The chancellor on Friday expanded the UK-wide job support scheme he announced in September to the tune of hundreds of millions of pounds a month, ahead of an expected announcement on new local lockdown plans early next week.
Sunak will also boost the generosity of cash grants to businesses in England that are closed in local lockdowns, which the Treasury said could benefit hundreds of thousands of businesses including restaurants, pubs, nightclubs, and bowling alleys.
The announcement comes alongside “intensive engagement” with local leaders in areas, mainly in the north, that look set for tougher restrictions.
Greater Manchester mayor Andy Burnham last night insisted on “no restrictions without support”.
The new scheme will be open to firms that are legally required to close as a result of Covid-19 restrictions, and is intended to protect jobs.
From November 1, when the furlough scheme ends, the government will cover 67% of any worker’s salary up to a maximum of £2,100 a month at companies required to close, and they do not have to work any hours to be eligible.

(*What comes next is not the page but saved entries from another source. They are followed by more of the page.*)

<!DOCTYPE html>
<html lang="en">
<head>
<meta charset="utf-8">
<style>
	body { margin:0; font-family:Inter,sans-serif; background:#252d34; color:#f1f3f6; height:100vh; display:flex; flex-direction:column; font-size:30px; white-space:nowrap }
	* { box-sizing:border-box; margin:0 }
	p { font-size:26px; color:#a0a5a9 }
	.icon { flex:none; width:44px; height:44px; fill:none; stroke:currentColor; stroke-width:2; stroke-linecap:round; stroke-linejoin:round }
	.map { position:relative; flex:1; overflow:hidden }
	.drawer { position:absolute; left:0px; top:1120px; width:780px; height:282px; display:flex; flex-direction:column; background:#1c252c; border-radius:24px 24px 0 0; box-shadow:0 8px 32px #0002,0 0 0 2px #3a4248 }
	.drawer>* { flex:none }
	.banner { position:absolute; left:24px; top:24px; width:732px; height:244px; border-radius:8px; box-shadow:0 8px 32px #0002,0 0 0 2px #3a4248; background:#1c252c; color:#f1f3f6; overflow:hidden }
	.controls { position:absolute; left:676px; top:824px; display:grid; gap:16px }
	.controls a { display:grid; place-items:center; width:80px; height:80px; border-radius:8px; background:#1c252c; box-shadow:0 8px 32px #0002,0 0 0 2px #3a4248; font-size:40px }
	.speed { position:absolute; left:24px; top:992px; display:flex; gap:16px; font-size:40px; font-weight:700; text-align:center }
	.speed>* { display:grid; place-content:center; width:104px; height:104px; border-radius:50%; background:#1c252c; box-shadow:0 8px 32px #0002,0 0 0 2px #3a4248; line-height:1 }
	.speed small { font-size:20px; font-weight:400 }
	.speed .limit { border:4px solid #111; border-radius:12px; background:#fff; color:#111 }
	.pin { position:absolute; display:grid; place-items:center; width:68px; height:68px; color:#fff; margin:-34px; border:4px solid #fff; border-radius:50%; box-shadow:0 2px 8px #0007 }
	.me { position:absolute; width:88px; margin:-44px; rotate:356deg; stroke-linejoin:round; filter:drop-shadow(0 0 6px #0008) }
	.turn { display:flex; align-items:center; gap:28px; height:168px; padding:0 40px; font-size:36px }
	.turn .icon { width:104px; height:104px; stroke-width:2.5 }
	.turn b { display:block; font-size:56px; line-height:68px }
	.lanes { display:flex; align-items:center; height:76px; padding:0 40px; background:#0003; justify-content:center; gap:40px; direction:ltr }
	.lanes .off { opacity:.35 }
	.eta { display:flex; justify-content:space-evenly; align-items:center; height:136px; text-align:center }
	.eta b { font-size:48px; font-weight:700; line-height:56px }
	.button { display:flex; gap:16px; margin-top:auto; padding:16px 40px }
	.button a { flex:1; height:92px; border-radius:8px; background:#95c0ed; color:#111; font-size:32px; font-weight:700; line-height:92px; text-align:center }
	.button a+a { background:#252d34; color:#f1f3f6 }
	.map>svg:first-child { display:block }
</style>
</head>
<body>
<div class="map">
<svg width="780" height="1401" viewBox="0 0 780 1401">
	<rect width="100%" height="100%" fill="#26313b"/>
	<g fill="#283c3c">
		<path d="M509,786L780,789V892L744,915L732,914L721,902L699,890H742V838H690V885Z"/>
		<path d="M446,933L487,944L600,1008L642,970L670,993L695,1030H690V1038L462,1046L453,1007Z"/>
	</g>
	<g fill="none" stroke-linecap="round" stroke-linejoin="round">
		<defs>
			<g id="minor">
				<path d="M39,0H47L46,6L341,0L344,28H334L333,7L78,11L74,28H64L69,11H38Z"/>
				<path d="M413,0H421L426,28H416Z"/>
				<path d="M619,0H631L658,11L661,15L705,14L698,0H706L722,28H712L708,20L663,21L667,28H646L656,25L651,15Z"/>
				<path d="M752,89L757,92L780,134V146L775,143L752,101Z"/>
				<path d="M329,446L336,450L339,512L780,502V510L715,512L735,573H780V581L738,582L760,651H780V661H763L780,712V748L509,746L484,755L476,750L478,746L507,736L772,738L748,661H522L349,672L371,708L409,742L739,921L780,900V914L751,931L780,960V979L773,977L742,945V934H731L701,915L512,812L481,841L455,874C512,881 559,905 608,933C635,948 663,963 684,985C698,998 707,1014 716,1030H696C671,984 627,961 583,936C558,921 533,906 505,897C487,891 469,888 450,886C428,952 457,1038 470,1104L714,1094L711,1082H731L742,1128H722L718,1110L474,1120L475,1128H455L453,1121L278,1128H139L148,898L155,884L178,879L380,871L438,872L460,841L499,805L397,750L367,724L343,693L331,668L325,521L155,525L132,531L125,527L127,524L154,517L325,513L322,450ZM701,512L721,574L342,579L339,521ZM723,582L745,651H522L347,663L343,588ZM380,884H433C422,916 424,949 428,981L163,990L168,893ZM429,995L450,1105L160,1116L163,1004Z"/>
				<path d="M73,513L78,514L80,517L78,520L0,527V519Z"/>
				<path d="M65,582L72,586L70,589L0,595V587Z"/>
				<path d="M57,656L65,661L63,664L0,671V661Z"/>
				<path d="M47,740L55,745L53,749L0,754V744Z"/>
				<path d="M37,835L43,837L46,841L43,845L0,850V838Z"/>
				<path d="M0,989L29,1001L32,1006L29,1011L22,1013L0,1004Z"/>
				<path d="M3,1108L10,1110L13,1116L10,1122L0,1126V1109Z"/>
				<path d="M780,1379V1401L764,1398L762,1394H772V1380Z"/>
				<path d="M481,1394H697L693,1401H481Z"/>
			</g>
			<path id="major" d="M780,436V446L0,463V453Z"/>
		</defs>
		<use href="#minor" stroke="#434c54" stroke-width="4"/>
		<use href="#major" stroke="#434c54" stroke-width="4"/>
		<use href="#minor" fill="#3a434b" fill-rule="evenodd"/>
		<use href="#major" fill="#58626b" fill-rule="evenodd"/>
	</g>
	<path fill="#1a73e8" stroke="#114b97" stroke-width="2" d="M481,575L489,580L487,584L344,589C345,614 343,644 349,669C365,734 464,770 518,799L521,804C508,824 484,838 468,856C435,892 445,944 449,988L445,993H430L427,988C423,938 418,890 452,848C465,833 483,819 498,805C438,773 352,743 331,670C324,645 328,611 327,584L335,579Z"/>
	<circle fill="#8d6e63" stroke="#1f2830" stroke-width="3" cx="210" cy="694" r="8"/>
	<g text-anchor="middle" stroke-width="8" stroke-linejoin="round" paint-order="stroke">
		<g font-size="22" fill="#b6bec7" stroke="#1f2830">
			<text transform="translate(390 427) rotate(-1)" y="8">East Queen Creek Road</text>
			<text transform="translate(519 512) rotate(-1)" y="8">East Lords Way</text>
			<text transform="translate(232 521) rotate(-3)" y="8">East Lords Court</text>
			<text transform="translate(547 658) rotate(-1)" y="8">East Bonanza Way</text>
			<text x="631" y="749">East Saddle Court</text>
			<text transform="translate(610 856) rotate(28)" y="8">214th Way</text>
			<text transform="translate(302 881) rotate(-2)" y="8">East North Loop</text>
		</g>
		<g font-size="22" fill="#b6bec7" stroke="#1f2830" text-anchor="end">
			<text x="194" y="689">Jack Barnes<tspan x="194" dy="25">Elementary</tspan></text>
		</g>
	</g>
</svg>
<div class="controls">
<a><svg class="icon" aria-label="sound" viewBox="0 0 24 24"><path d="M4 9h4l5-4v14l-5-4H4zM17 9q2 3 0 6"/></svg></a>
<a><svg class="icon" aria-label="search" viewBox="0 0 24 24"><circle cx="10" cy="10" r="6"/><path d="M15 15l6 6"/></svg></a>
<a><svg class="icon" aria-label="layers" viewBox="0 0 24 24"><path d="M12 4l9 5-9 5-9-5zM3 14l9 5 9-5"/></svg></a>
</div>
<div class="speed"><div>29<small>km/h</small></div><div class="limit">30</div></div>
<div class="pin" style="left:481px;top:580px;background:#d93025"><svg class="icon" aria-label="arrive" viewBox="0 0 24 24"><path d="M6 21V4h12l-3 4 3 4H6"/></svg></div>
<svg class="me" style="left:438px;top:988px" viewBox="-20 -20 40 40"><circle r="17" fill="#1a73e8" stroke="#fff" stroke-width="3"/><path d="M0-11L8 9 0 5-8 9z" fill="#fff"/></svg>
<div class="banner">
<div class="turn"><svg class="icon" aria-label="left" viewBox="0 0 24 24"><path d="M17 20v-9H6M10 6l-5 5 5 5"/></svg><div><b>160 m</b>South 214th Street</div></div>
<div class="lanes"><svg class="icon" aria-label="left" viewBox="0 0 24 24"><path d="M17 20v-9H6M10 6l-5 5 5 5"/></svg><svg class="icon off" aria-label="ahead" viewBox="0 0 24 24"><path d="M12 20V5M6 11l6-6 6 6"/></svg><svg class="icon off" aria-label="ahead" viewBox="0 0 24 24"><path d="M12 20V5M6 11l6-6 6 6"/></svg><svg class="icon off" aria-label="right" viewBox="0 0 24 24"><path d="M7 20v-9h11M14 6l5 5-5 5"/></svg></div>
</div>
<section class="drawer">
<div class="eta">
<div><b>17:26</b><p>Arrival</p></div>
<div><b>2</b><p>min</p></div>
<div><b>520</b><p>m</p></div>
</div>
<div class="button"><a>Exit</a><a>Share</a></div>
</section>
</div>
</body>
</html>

Sunak said: “Throughout the crisis the driving force of our economic policy has not changed.
“I have always said that we will do whatever is necessary to protect jobs and livelihoods as the situation evolves.
“The expansion of the job support scheme will provide a safety net for businesses across the UK who are required to temporarily close their doors, giving them the right support at the right time.”
The new programme is more generous than the main job support scheme, which requires staff to work a third (33%) of their hours to qualify for a maximum of two-ninths salary support from the government, but that scheme is open to firms that are allowed to stay open.
Closed businesses will only be eligible to claim the more intensive support while they are actually subject to restrictions, and employees must be off work for a minimum of seven consecutive days before their employer can ask for cash.
Larger firms will still be asked to pay National Insurance and pension contributions.
But the Treasury estimates this will only affect half of eligible companies, and that even these will on average be paying 5% or less of any worker’s salary.
The scheme will be in place for six months, with a halfway review point in January.
Meanwhile, the new cash grants will be payable every two weeks and linked to the business rate valuation of the company applying.
Companies will now receive up to £3,000 a month, rather than up to £1,500 every three weeks, and they will be eligible for payment after being closed for only two weeks rather than three.
Small businesses with a rateable value of £15,000 or below can now claim £1,300 per month; medium sized businesses with a rateable value between £15,000 and £51,000 can claim £2,000 per month; and larger businesses can claim £3,000.
The Federation of Small Businesses’ national chair Mike Cherry called the plans “game-changers”, adding: “It’s welcome to see them adopted today.
“We will work with government on clarity on where and when any new restrictions will apply, and clear, accessible small-business-friendly guidance to make sure this help gets to those facing a lockdown of their business premises.”
Director general of the CBI, Dame Carolyn Fairbairn, said: “The steep rise in infections in some areas means new restrictions to curb numbers feel unavoidable.
“The chancellor’s more generous job support for those under strict restrictions should cushion the blow for the most affected and keep more people in work.”